Voglio chiudere l’articolo col torneo dilettantistico di Istanbul denominato Ahmet Cömert giunto alla 32° edizione. L’Italia al femminile, guidata da Maurizio Stecca, si è presentata con nove atlete reduci da uno stage in Ucraina. Bilancio finale: un argento con Flavia Severin (+81) campionessa d’Europa e due bronzi (Amato 69 e Nicoli 64). Confermando il problema sempre più drammatico del caos di valutazione dei giudici, siamo a andati a leggere il cartellino della sfida in semifinale tra l’indiana Kaur e la nostra Nicoli, che lo stesso sito della FPI dava sconfitta 5-0. Intanto è di 4-0 e vale la pena di conoscere i punteggi dei 5 giudici.

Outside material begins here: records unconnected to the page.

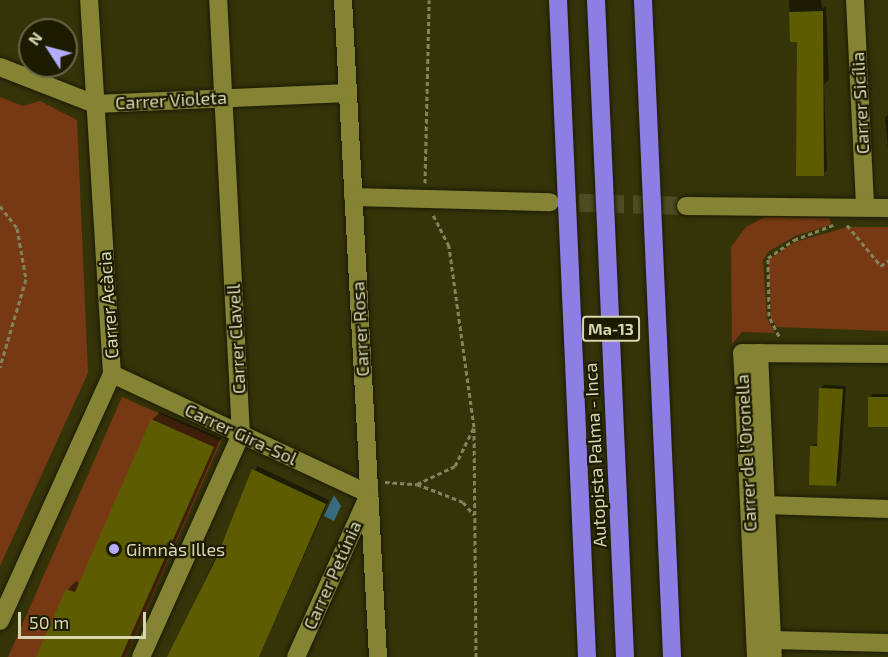 <!DOCTYPE html>
<html>
<head>
<meta charset="utf-8">
<style>
	body { margin:0 }
	#map { position:relative; width:888px; height:657px; overflow:hidden; background:#353409; font-family:"Exo 2",sans-serif }
	div>[style] { position:absolute }
	.green>* { inset:0; background:#773914 }
	.water>* { inset:0; background:#376b81 }
	.shadow>* { inset:0; background:#0007 }
	.building>* { inset:0; background:#5e5c01; transform-origin:0 0 }
	.minor-tunnel>* { height:18px; margin-top:-9px; transform-origin:0; background:repeating-linear-gradient(90deg,#4d4c22 0 18px,transparent 0 27px) }
	.path>* { height:3px; margin-top:-1.5px; transform-origin:0; background:repeating-linear-gradient(90deg,#84845c 0 4.5px,transparent 0 7.5px) }
	.roads { filter:drop-shadow(0 0 2px #1c1b04) drop-shadow(0 0 2px #1c1b04) }
	.minor>* { height:18px; margin:-9px; padding:0 9px; transform-origin:9px; border-radius:9px; background:#858334 }
	.highway>* { height:18px; margin:-9px; padding:0 9px; transform-origin:9px; border-radius:9px; background:#8c7ee2 }
	.dots>* { width:16px; height:16px; translate:-50% -50%; box-sizing:border-box; border:3px solid #1c1b00; border-radius:50% }
	span { translate:-50% -50%; white-space:nowrap; text-align:center; line-height:1.15; -webkit-text-stroke:4.5px #1c1b00; paint-order:stroke }
	.shield-label span { padding:2px 4px; background:#1c1b00; border:2px solid; border-radius:4px; -webkit-text-stroke-width:0 }
	.shield-label { font-size:16px; color:#d6d6b1; font-weight:700 }
	.street-label { font-size:18px; color:#d6d6b1 }
	.poi-label { font-size:18px; color:#d6d6b1 }
	.left { translate:0 -50%; text-align:left }
	.north { position:absolute; left:18px; top:18px; width:60px; height:60px; box-sizing:border-box; background:#1c1b00; border:2px solid #666647; border-radius:50%; rotate:306deg; font-size:16px; font-weight:700; line-height:24px; text-align:center; color:#d6d6b1 }
	.north::after { content:''; display:block; margin:auto; width:21px; height:27px; background:#b4acf9; clip-path:polygon(50% 0,100% 100%,50% 72%,0 100%) }
	.scale { position:absolute; left:18px; top:612px; width:128px; height:27px; box-sizing:border-box; border:3px solid #d6d6b1; border-top:0; padding-left:8px; font-size:18px; line-height:21px; white-space:nowrap; color:#d6d6b1; -webkit-text-stroke:4px #1c1b00; paint-order:stroke }
</style>
</head>
<body>
<div id="map">
	<div class="green">
		<i style="clip-path:polygon(0 97px,23px 106px,40px 101px,77px 120px,88px 373px,0 566px)"></i>
		<i style="clip-path:polygon(765px 217px,830px 218px,830px 225px,795px 236px,768px 252px,763px 260px,767px 318px,775px 333px,742px 332px,732px 344px,731px 247px,746px 227px)"></i>
		<i style="clip-path:polygon(848px 227px,888px 227px,888px 331px,777px 327px,771px 318px,768px 260px,795px 242px)"></i>
		<i style="clip-path:polygon(122px 397px,221px 441px,125px 657px,8px 657px)"></i>
	</div>
	<div class="water">
		<i style="clip-path:polygon(334px 495px,341px 506px,334px 521px,324px 516px)"></i>
	</div>
	<div class="shadow">
		<i style="clip-path:polygon(789px 0,821px 0,822px 8px,826px 7px,829px 80px,824px 84px,827px 170px,823px 174px,798px 40px,791px 41px)"></i>
		<i style="clip-path:polygon(888px 115px,888px 149px,885px 118px)"></i>
		<i style="clip-path:polygon(824px 385px,846px 386px,840px 480px,836px 484px,812px 446px,818px 442px,820px 389px)"></i>
		<i style="clip-path:polygon(873px 394px,888px 394px,886px 426px,869px 398px)"></i>
		<i style="clip-path:polygon(160px 412px,221px 438px,125px 657px,45px 657px,67px 590px,76px 581px,80px 584px,152px 420px)"></i>
		<i style="clip-path:polygon(257px 466px,329px 500px,259px 657px,170px 657px)"></i>
	</div>
	<div class="building">
		<i style="clip-path:polygon(823px 11px,824px 176px,796px 176px,797px 42px,790px 42px,789px 12px)"></i>
		<i style="clip-path:polygon(819px 388px,843px 389px,836px 486px,809px 485px,810px 446px,817px 446px)"></i>
		<i style="left:868px;top:397px;width:20px;height:30px"></i>
		<i style="clip-path:polygon(151px 419px,214px 447px,121px 657px,36px 657px,66px 589px,75px 592px)"></i>
		<i style="clip-path:polygon(252px 469px,326px 504px,259px 657px,167px 657px,215px 561px)"></i>
	</div>
	<div class="minor-tunnel">
		<i style="left:552px;top:202px;width:134px;rotate:1.7deg"></i>
	</div>
	<div class="path">
		<i style="left:425px;top:183px;width:183px;rotate:-88.7deg"></i>
		<i style="left:0;top:206px;width:28px;rotate:52deg"></i>
		<i style="left:17px;top:228px;width:52px;rotate:80deg"></i>
		<i style="left:26px;top:279px;width:92px;rotate:106.5deg"></i>
		<i style="left:847px;top:225px;width:53px;rotate:50.3deg"></i>
		<i style="left:881px;top:266px;width:9px;rotate:-41deg"></i>
		<i style="left:779px;top:336px;width:22px;rotate:-117deg"></i>
		<i style="left:769px;top:316px;width:58px;rotate:-91deg"></i>
		<i style="left:768px;top:258px;width:32px;rotate:-35deg"></i>
		<i style="left:794px;top:240px;width:45px;rotate:-20.9deg"></i>
		<i style="left:474px;top:428px;width:229px;rotate:89.5deg"></i>
		<i style="left:385px;top:482px;width:32px;rotate:4deg"></i>
		<i style="left:417px;top:484px;width:42px;rotate:-25.3deg"></i>
		<i style="left:455px;top:466px;width:43px;rotate:-64deg"></i>
		<i style="left:474px;top:427px;width:183px;rotate:-97.9deg"></i>
		<i style="left:449px;top:246px;width:35px;rotate:-117deg"></i>
		<i style="left:417px;top:484px;width:49px;rotate:21.4deg"></i>
		<i style="left:463px;top:502px;width:16px;rotate:50deg"></i>
	</div>
	<div class="roads">
		<div class="minor">
			<i style="left:343px;top:0;width:658px;rotate:86.95deg"></i>
			<i style="left:855px;top:0;width:207px;rotate:87.2deg"></i>
			<i style="left:0;top:67px;width:102px;rotate:21.3deg"></i>
			<i style="left:95px;top:104px;width:253px;rotate:-2.5deg"></i>
			<i style="left:353px;top:197px;width:197px;rotate:1.5deg"></i>
			<i style="left:686px;top:206px;width:202px;rotate:0.6deg"></i>
			<i style="left:759px;top:353px;width:304px;rotate:87.4deg"></i>
			<i style="left:112px;top:374px;width:284px;rotate:25deg"></i>
			<i style="left:766px;top:505px;width:122px;rotate:1.9deg"></i>
			<i style="left:0;top:621px;width:271px;rotate:-65.6deg"></i>
			<i style="left:112px;top:374px;width:375px;rotate:-93.5deg"></i>
			<i style="left:772px;top:640px;width:116px;rotate:1.5deg"></i>
			<i style="left:141px;top:657px;width:243px;rotate:-65.8deg"></i>
			<i style="left:241px;top:435px;width:436px;rotate:-93deg"></i>
			<i style="left:296px;top:657px;width:175px;rotate:-65.8deg"></i>
			<i style="left:756px;top:657px;width:304px;rotate:-92.6deg"></i>
			<i style="left:742px;top:353px;width:146px;rotate:0.4deg"></i>
		</div>
		<div class="highway">
			<i style="left:558px;top:0;width:658px;rotate:87.47deg"></i>
			<i style="left:596px;top:0;width:658px;rotate:87.47deg"></i>
			<i style="left:643px;top:0;width:658px;rotate:87.47deg"></i>
		</div>
	</div>
	<div class="dots">
		<i style="left:114px;top:549px;background:#b4acf9"></i>
	</div>
	<div class="shield-label">
		<span style="left:611px;top:329px">Ma-13</span>
	</div>
	<div class="street-label">
		<span style="left:171px;top:100px;rotate:-3deg">Carrer Violeta</span>
		<span style="left:860px;top:103px;rotate:-93deg">Carrer Sicília</span>
		<span style="left:108px;top:305px;rotate:-94deg">Carrer Acàcia</span>
		<span style="left:360px;top:329px;rotate:-93deg">Carrer Rosa</span>
		<span style="left:236px;top:339px;rotate:-93deg">Carrer Clavell</span>
		<span style="left:241px;top:434px;rotate:25deg">Carrer Gira-Sol</span>
		<span style="left:746px;top:453px;rotate:-93deg">Carrer de l'Oronella</span>
		<span style="left:595px;top:455px;rotate:-93deg">Autopista Palma - Inca</span>
		<span style="left:332px;top:575px;rotate:-66deg">Carrer Petúnia</span>
	</div>
	<div class="poi-label">
		<span class="left" style="left:126px;top:549px">Gimnàs Illes</span>
	</div>
	<div class="north">N</div>
	<div class="scale">50 m</div>
</div>
</body>
</html>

L’ungherese (30-27), il kosovaro (30-26), gli altri tre, tutti turchi hanno segnato 30-27, 29-28 e 28-28. Non servono commenti quando su tre round, un giudice vede ben quattro punti per l’indiana e un altro ritiene giusto il pari. L’unico commento è un grido d’allarme al quale l’AIBA deve assolutamente correre ai ripari. Diversamente, saranno le nazioni meno forti a pagarne le conseguenze.